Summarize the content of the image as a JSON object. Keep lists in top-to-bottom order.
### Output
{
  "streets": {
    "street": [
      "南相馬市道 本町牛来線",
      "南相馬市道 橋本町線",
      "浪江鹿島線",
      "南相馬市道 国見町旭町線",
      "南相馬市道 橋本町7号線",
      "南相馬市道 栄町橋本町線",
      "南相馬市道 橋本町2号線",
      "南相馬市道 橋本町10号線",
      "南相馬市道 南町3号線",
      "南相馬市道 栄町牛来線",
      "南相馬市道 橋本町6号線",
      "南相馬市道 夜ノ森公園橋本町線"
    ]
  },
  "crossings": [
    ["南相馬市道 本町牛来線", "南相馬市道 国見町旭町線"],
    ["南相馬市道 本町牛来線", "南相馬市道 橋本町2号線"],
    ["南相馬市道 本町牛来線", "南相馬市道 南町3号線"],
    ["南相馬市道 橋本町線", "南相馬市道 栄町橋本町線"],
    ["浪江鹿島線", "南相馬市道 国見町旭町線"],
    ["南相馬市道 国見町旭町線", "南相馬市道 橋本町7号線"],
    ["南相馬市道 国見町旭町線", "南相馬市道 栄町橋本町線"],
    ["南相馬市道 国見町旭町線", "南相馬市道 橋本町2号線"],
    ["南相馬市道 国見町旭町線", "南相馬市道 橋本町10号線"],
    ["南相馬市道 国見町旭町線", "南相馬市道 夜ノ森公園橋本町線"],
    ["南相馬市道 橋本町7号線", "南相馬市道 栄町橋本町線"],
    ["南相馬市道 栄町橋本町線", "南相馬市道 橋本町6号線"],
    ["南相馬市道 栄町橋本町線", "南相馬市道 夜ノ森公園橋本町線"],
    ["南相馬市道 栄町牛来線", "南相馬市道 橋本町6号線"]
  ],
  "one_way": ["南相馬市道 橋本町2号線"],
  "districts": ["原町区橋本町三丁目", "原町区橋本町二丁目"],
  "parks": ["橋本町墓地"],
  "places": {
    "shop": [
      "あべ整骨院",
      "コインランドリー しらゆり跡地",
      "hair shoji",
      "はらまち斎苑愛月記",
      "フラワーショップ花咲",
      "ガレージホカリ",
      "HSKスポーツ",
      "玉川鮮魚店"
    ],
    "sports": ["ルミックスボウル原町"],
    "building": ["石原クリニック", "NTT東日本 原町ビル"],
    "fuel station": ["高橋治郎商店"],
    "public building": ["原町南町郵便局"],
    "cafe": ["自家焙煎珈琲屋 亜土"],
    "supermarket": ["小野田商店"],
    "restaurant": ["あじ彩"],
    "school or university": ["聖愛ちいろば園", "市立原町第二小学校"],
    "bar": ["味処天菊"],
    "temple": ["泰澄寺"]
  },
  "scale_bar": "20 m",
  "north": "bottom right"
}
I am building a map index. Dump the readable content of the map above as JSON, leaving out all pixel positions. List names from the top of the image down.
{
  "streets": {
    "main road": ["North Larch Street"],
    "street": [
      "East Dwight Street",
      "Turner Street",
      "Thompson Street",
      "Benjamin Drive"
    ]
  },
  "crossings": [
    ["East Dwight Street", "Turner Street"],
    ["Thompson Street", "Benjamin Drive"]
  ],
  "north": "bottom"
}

§

-- Requirement --
Some lines above hold the word "JSON". Copy all of them.

-- Result of this task --
Summarize the content of the image as a JSON object. Keep lists in top-to-bottom order.
I am building a map index. Dump the readable content of the map above as JSON, leaving out all pixel positions. List names from the top of the image down.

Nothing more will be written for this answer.